Da parte sua, il partito del socialismo democratico (PDS) erede del partito staliniano della Germania dell'est, che non aveva raggiunto il quorum del 5% nelle legislative del 2002, è in aumento in tutte le elezioni successive, in particolare all'est dove mantiene una rete importante di militanti, ma anche all'ovest dove resta comunque molto debole sul piano organizzativo. Ciò traduce senza dubbio una certa coscienza, da parte dei lavoratori dell'est, del fatto che la riunificazione non ha portato la felicità che gli si prometteva. Ma nello stesso tempo, c'è qualcosa di derisorio nel fatto che le masse non abbiano altra possibilità, per esprimere il loro malcontento, che di voltarsi verso il partito che ha esercitato il potere durante quaranta anni nel nome della classe operaia ma soprattutto contro di lei.

Dopo essere stato staliniano, il PDS si è trasformato in un partito socialdemocratico che si distingue da quello di Schroeder soprattutto per il fatto di non essere associato al potere governativo federale. Laddove ha acquistato il peso sufficiente per esercitare delle responsabilità, si comporta allo stesso modo del suo grande rivale. E' il caso in due Länder dell'est della Germania, tra cui Berlino, dove il PDS governa con la SPD e applica lealmente la stessa politica di austerità.

Per la classe operaia, l'avvenire è altrove. Per difendersi e imporre il loro diritto di vivere e di lavorare degnamente, i lavoratori della Germania non avranno altra scelta che la lotta collettiva. Bisogna augurarsi che le "manifestazioni del lunedì" che si sono susseguite dalla fine di luglio contro le riforme dei sussidi di disoccupazione, siano le premesse di tale lotta, come anche la manifestazione nazionale organizzata il primo novembre 2003 a Berlino contro lo "smembramento sociale", senza il sostegno delle direzioni sindacali, e che, a sorpresa di tutti, ha riunito cento mila manifestanti, oppure come un certo numero di azioni locali (scioperi, manifestazioni) che hanno avuto luogo da un anno a questa parte. Ma queste iniziative, se rappresentano un segnale di speranza, per il momento restano minoritarie.
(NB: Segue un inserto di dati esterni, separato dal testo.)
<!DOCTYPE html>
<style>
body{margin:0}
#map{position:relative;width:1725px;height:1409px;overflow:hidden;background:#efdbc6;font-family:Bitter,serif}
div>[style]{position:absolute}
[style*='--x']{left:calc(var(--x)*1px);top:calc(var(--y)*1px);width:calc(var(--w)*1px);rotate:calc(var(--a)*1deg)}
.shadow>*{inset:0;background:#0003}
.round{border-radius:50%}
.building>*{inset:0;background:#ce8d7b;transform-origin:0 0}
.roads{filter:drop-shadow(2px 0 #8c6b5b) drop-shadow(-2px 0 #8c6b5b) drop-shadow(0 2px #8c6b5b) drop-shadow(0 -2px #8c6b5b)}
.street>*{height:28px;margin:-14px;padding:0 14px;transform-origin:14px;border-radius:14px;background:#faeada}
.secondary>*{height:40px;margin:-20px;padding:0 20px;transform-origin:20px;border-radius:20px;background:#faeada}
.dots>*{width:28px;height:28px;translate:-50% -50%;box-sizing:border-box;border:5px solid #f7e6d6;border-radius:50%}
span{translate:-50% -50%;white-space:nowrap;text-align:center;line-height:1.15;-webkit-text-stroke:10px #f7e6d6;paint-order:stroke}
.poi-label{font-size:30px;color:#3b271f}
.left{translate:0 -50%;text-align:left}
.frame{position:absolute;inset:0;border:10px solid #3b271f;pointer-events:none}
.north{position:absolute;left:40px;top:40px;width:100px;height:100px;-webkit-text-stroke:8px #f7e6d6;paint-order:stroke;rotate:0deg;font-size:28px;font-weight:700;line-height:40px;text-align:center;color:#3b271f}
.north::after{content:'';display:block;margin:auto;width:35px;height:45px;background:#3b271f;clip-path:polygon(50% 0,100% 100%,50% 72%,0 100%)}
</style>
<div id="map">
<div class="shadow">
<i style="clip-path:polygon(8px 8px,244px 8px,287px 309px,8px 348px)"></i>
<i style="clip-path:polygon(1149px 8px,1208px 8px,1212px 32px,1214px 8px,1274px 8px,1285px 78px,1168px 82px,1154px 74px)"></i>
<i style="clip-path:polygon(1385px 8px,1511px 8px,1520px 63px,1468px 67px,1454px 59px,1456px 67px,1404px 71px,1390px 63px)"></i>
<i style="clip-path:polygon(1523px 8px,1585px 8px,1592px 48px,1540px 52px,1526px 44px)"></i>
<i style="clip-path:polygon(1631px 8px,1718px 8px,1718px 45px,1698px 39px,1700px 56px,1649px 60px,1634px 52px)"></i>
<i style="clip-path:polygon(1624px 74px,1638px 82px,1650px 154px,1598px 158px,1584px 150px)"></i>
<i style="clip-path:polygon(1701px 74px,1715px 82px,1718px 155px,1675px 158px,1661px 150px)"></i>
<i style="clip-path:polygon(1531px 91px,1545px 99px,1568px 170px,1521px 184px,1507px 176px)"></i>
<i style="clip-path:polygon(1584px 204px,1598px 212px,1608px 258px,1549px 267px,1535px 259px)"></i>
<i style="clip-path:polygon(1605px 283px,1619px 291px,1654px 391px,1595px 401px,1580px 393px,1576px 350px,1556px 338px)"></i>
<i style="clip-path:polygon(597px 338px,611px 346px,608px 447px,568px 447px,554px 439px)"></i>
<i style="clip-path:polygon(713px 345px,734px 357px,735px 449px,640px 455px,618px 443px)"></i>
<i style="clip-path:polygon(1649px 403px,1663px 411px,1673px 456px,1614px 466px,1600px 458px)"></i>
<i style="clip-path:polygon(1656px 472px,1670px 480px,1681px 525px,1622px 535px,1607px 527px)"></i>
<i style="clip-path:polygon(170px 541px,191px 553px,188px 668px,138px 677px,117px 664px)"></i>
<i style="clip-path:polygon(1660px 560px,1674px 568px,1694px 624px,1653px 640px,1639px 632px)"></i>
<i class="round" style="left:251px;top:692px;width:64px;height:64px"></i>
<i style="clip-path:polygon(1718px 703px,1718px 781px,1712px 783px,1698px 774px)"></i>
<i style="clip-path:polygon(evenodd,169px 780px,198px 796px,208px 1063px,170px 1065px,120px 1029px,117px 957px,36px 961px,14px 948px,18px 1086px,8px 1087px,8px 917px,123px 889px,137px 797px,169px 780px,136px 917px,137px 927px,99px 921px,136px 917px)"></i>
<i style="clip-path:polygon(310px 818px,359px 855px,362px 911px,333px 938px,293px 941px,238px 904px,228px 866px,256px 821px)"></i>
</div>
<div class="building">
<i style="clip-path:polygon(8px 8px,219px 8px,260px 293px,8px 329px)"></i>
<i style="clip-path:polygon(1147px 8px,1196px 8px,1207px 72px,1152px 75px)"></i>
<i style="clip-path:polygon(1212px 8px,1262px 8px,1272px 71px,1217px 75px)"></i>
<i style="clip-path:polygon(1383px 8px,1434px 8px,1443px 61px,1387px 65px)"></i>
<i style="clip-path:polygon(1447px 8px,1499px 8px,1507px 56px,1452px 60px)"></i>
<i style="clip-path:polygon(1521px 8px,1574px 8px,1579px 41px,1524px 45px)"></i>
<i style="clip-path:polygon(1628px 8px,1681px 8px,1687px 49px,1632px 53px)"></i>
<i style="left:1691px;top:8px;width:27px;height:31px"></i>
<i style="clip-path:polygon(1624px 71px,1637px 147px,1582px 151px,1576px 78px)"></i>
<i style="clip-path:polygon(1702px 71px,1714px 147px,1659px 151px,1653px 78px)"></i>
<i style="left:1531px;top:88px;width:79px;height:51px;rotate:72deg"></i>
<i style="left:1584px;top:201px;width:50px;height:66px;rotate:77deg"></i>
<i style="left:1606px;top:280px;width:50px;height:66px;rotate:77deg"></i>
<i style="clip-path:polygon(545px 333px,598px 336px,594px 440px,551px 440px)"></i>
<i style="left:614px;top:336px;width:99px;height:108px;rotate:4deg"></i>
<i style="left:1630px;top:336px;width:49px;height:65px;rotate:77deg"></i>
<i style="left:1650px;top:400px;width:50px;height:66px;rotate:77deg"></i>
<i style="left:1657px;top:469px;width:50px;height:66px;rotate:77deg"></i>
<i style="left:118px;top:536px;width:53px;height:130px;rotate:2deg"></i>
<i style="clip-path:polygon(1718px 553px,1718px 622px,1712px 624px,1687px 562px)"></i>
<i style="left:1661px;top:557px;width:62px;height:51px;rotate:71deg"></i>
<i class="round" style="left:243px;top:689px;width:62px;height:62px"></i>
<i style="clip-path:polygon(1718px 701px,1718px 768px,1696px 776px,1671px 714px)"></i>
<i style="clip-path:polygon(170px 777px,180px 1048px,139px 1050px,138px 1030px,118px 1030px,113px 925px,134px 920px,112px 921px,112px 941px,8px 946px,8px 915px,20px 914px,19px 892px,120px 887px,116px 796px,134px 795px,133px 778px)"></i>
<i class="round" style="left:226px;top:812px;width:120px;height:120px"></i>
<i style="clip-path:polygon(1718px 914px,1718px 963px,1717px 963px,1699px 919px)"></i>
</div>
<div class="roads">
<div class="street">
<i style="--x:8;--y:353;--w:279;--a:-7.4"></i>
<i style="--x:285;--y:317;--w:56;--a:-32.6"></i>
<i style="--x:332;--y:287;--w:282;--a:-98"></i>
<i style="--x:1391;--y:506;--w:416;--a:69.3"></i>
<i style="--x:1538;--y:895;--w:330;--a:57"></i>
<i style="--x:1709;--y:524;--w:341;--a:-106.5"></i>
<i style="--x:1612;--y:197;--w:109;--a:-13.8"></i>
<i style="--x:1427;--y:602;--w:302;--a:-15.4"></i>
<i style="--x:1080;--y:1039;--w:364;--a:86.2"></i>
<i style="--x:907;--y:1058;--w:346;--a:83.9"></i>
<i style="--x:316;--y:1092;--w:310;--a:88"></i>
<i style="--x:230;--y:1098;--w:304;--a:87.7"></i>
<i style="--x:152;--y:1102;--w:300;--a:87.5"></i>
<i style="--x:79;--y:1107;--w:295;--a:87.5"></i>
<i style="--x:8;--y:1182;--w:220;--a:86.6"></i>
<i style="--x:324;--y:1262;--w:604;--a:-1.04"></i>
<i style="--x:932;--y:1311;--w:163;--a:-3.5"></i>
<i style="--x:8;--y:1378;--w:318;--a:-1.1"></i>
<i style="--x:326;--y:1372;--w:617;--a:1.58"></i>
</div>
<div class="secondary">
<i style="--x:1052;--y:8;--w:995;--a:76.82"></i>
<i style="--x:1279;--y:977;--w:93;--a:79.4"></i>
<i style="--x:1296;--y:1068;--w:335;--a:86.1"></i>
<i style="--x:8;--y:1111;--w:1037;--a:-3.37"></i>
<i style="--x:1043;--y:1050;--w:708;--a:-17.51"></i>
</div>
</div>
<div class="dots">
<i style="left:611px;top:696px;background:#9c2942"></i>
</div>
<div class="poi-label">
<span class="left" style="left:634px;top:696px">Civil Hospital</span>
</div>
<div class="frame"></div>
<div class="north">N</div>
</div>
Il peso del DGB non favorisce l'apparizione di movimenti di protesta potenti, i soli che potrebbero far temere alla borghesia e al suo governo di avere qualcosa da perdere e convincerli a mollare. Per ciò, bisognerà ritrovare la via dello sciopero, quello vero, rompere con le pratiche attuali di scioperi di breve durata previsti da settimane, tra due sedute di negoziati, che fanno parte del gioco sociale istituzionalizzato tra il padronato e i sindacati. Bisognerà anche ritrovare l'abitudine di riunirsi, discutere e di decidere, di partecipare attivamente alle lotte e darsi i mezzi di controllarle democraticamente. Le tradizioni di organizzazione e di educazione del movimento operaio possono essere un aiuto. Ma sarà necessario che i militanti operai che vedono la situazione degradarsi e che vogliono reagire, prendano coscienza del fatto che il periodo precedente è finito ; che la "cogestione", che è sempre stata un inganno ma che nel contesto precedente poteva tradursi in qualche miglioramento, ormai consiste solo nell'accettare nuovi arretramenti.